Stored items:

※ ※ ※

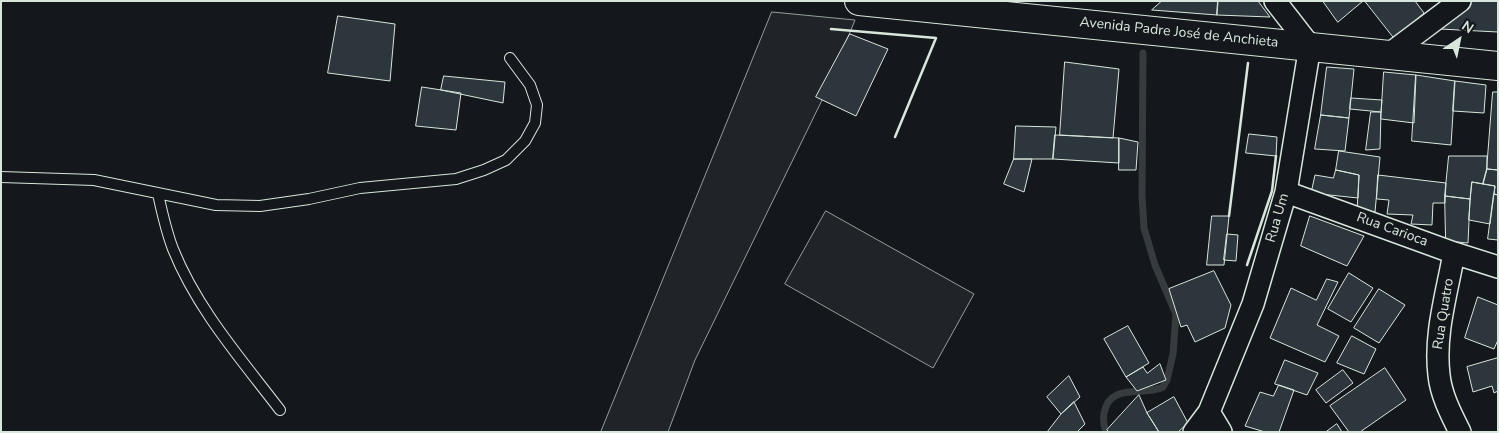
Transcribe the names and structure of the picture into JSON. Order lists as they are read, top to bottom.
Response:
{
  "streets": {
    "main road": ["Avenida Padre José de Anchieta"],
    "street": ["Rua Um", "Rua Carioca", "Rua Quatro"]
  },
  "crossings": [
    ["Avenida Padre José de Anchieta", "Rua Um"],
    ["Rua Um", "Rua Carioca"],
    ["Rua Carioca", "Rua Quatro"]
  ],
  "north": "top right"
}
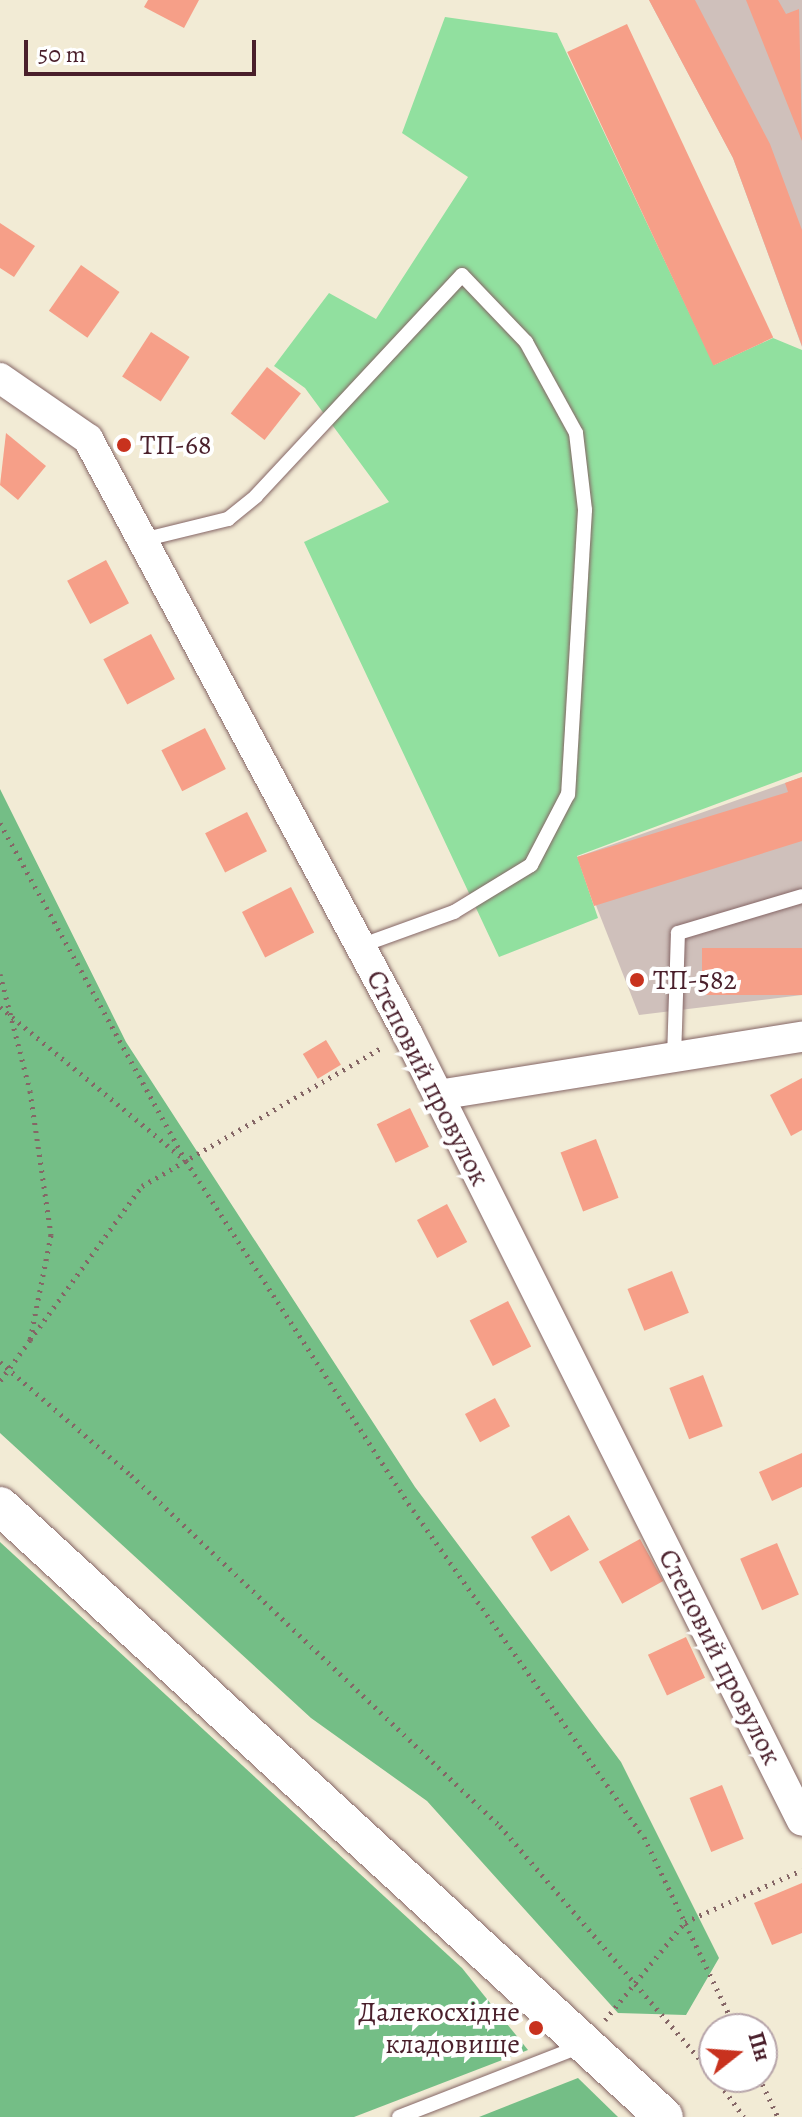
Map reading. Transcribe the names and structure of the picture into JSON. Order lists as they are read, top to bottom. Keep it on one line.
{"streets":{"street":["Степовий провулок"]},"places":["ТП-68","ТП-582","Далекосхідне кладовище"],"scale_bar":"50 m","north":"right"}
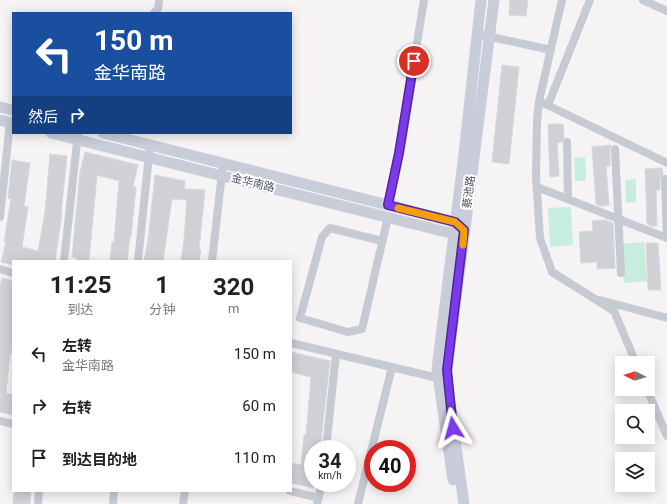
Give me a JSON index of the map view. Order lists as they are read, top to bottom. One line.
{"streets":{"street":["金华南路","蔡池路"]},"crossings":[["金华南路","蔡池路"]],"north":"left","page":{"turn":["150 m","金华南路"],"then":"然后","eta":["11:25","到达","1","分钟","320","m"],"list":[{"name":"左转","note":"金华南路","value":"150 m"},{"name":"右转","value":"60 m"},{"name":"到达目的地","value":"110 m"}],"speed":"34 km/h","limit":"40"}}
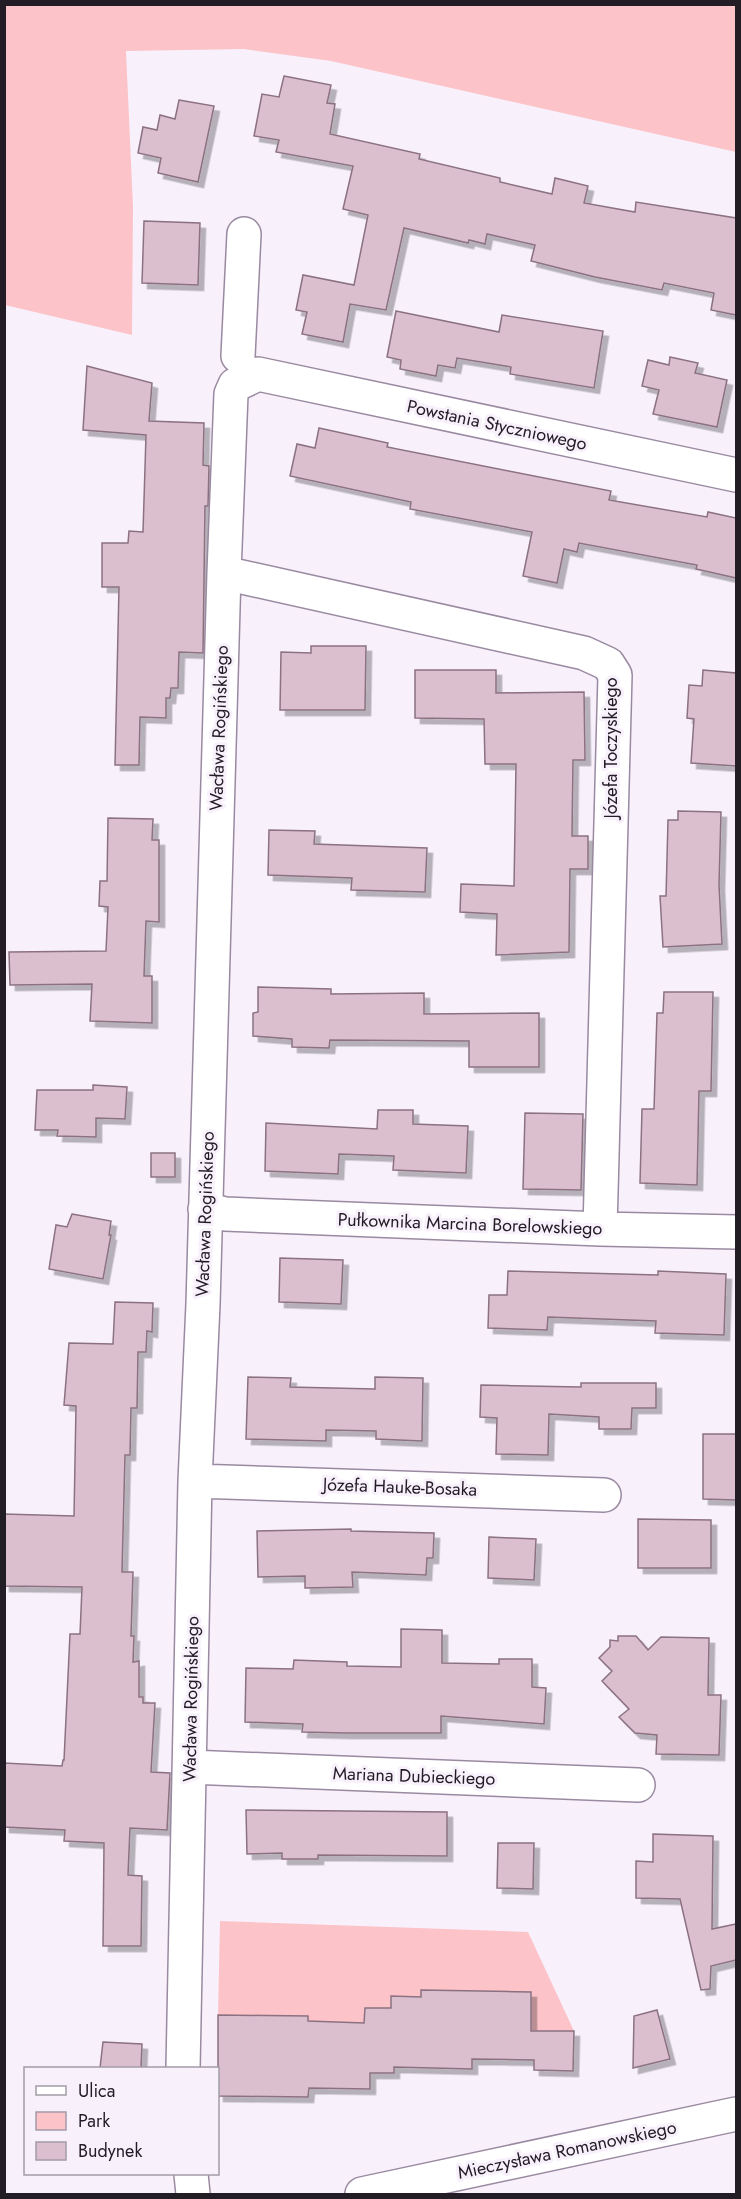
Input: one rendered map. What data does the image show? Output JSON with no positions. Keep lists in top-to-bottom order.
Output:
{
  "streets": {
    "street": [
      "Powstania Styczniowego",
      "Wacława Rogińskiego",
      "Józefa Toczyskiego",
      "Pułkownika Marcina Borelowskiego",
      "Józefa Hauke-Bosaka",
      "Mariana Dubieckiego",
      "Mieczysława Romanowskiego"
    ]
  },
  "crossings": [
    ["Powstania Styczniowego", "Wacława Rogińskiego"],
    ["Wacława Rogińskiego", "Józefa Toczyskiego"],
    ["Wacława Rogińskiego", "Pułkownika Marcina Borelowskiego"],
    ["Wacława Rogińskiego", "Józefa Hauke-Bosaka"],
    ["Wacława Rogińskiego", "Mariana Dubieckiego"],
    ["Józefa Toczyskiego", "Pułkownika Marcina Borelowskiego"]
  ],
  "legend": ["Ulica", "Park", "Budynek"]
}
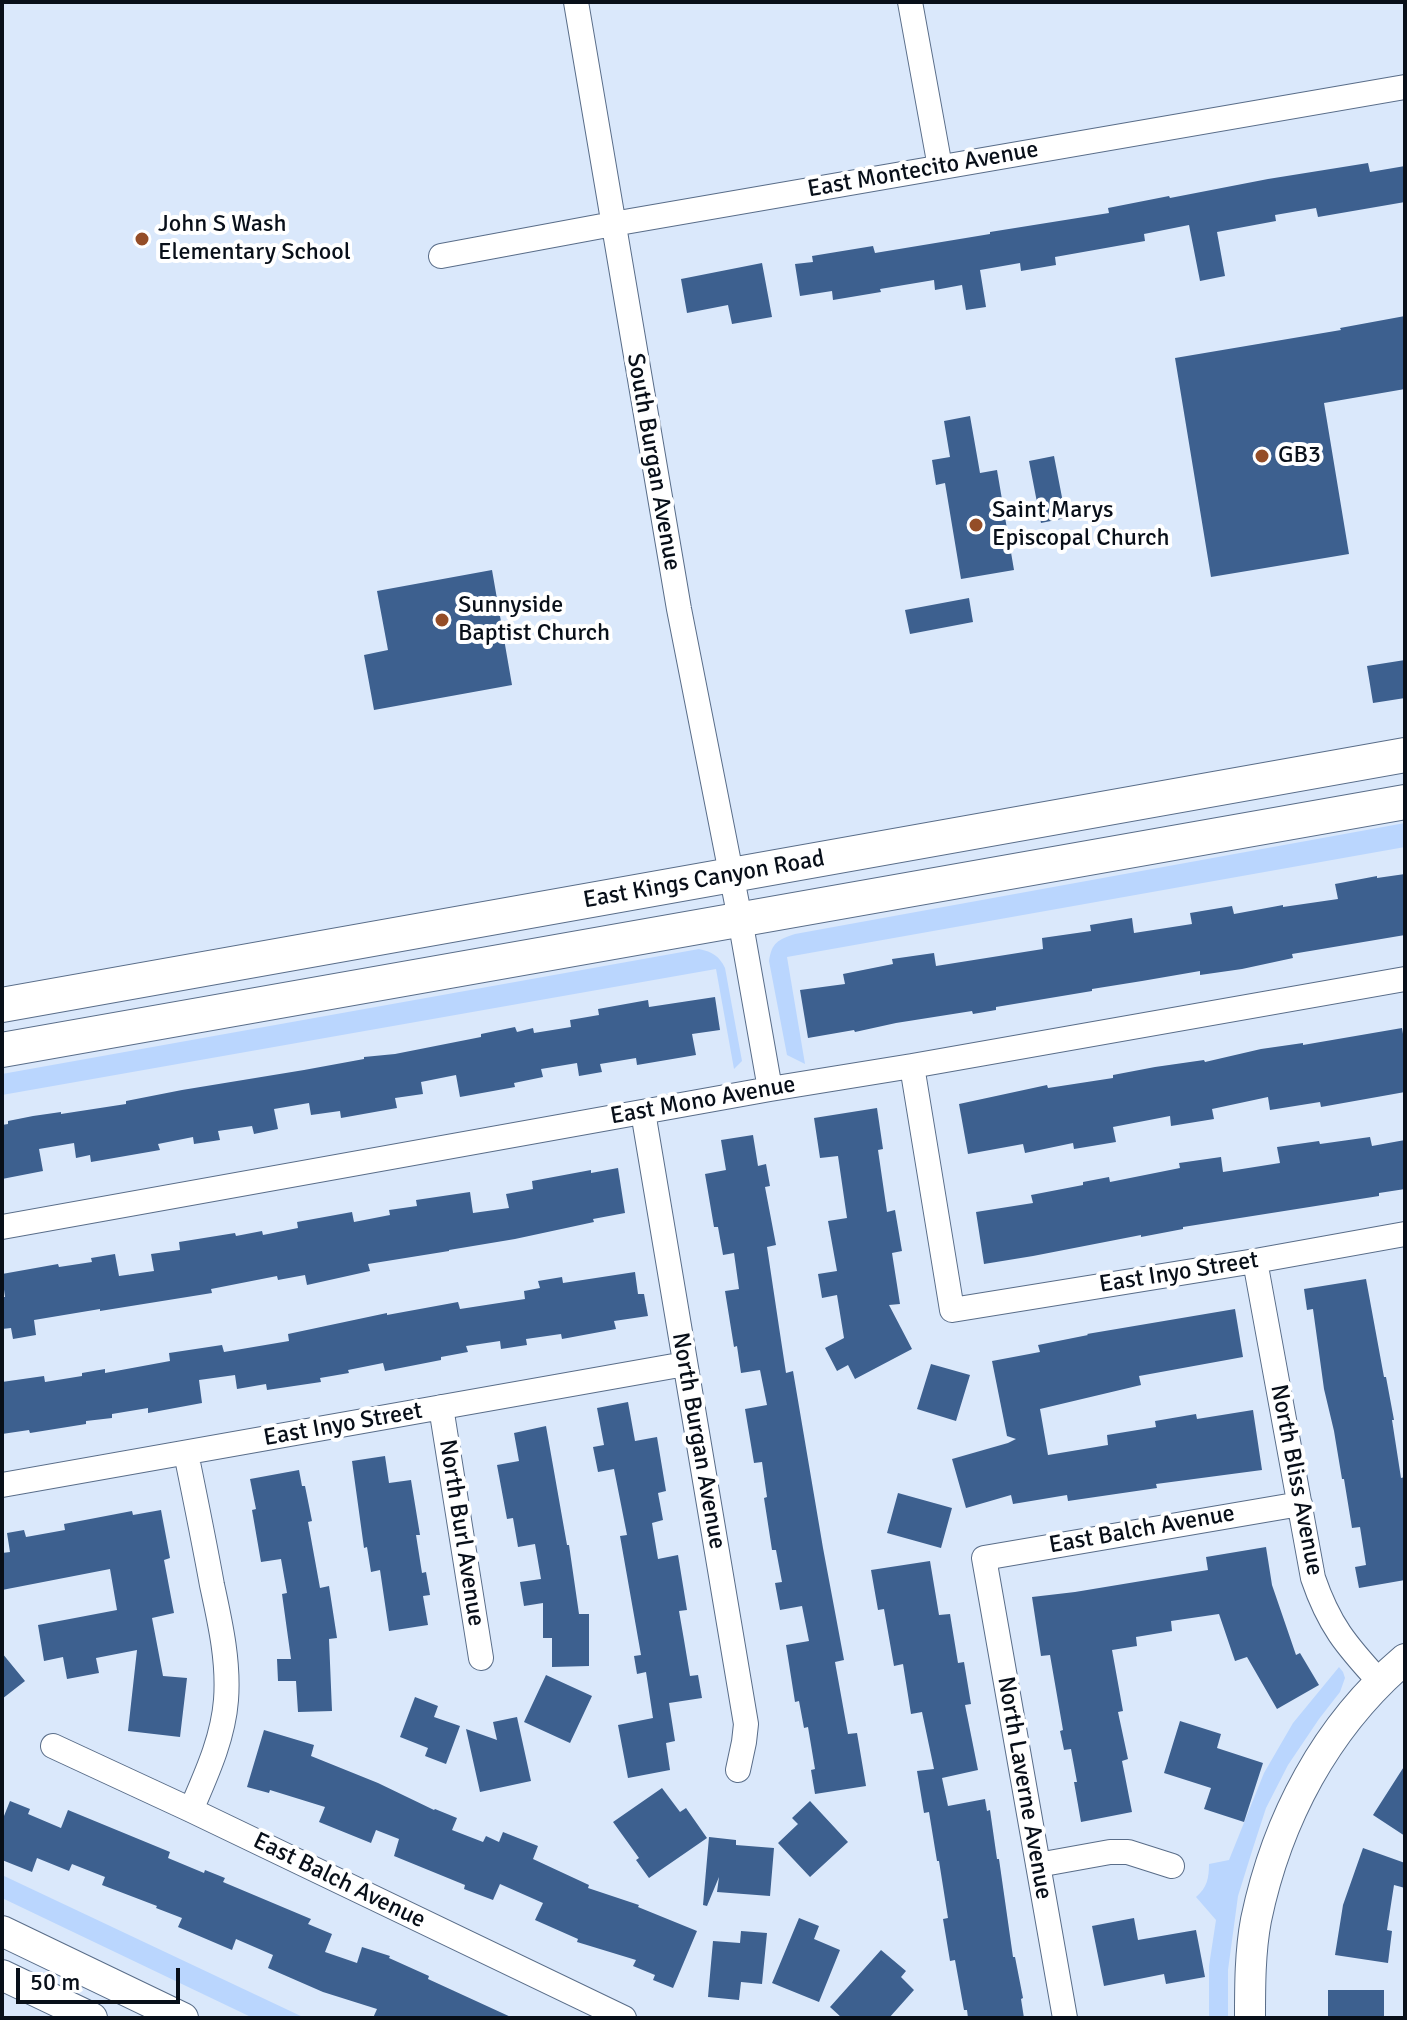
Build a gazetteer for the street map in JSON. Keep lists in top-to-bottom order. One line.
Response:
{"streets":{"main road":["East Kings Canyon Road"],"street":["East Montecito Avenue","South Burgan Avenue","East Mono Avenue","East Inyo Street","North Burgan Avenue","North Bliss Avenue","East Balch Avenue","North Burl Avenue","North Laverne Avenue"]},"crossings":[["East Montecito Avenue","South Burgan Avenue"],["South Burgan Avenue","East Kings Canyon Road"],["East Mono Avenue","East Inyo Street"],["East Mono Avenue","North Burgan Avenue"],["East Inyo Street","North Burgan Avenue"],["East Inyo Street","North Bliss Avenue"],["East Inyo Street","North Burl Avenue"],["North Bliss Avenue","East Balch Avenue"],["East Balch Avenue","North Laverne Avenue"]],"places":["John S Wash Elementary School","GB3","Saint Marys Episcopal Church","Sunnyside Baptist Church"],"scale_bar":"50 m"}
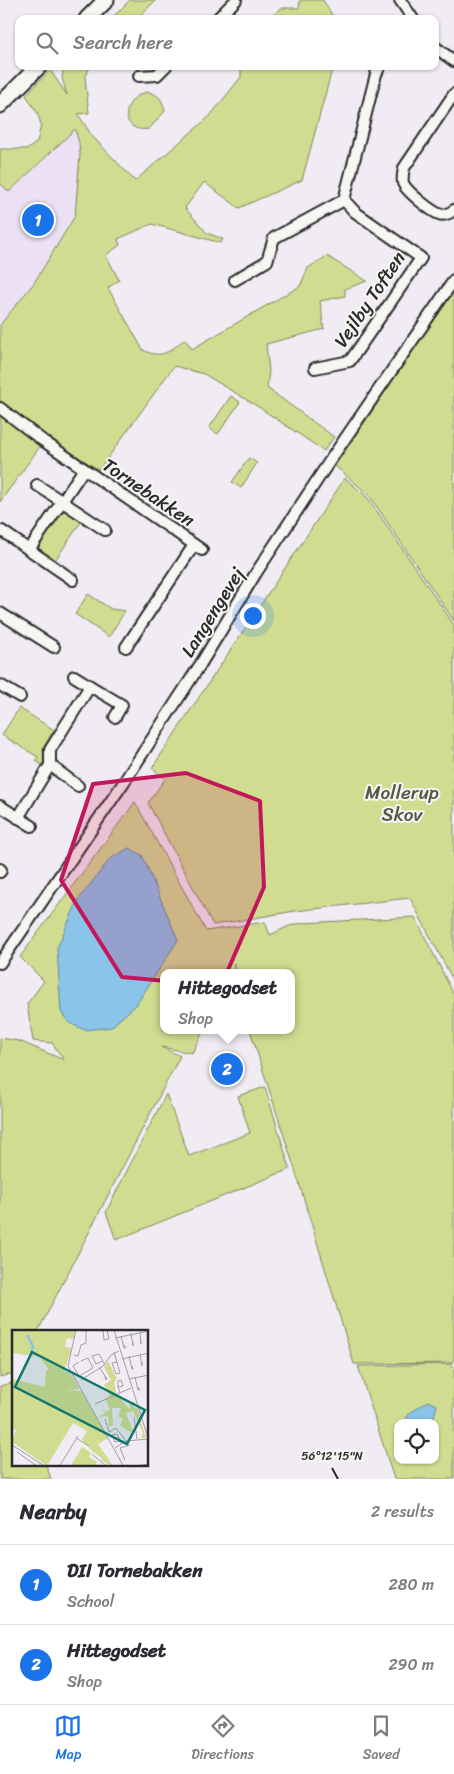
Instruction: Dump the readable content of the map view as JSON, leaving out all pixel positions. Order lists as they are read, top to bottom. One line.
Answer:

※ ※ ※

*THE PROBLEM:* Repeat, without pictures, exactly the lines of the data above from the one containing "Give me a JSON" through the one containing "Input: one rendered", including both and adding nothing.

*ANSWER FOR THE TASK:*
Give me a JSON index of the map view. Order lists as they are read, top to bottom. One line.
{"streets":{"street":["金华南路","蔡池路"]},"crossings":[["金华南路","蔡池路"]],"north":"left","page":{"turn":["150 m","金华南路"],"then":"然后","eta":["11:25","到达","1","分钟","320","m"],"list":[{"name":"左转","note":"金华南路","value":"150 m"},{"name":"右转","value":"60 m"},{"name":"到达目的地","value":"110 m"}],"speed":"34 km/h","limit":"40"}}
Input: one rendered map. What data does the image show? Output JSON with no positions. Keep lists in top-to-bottom order.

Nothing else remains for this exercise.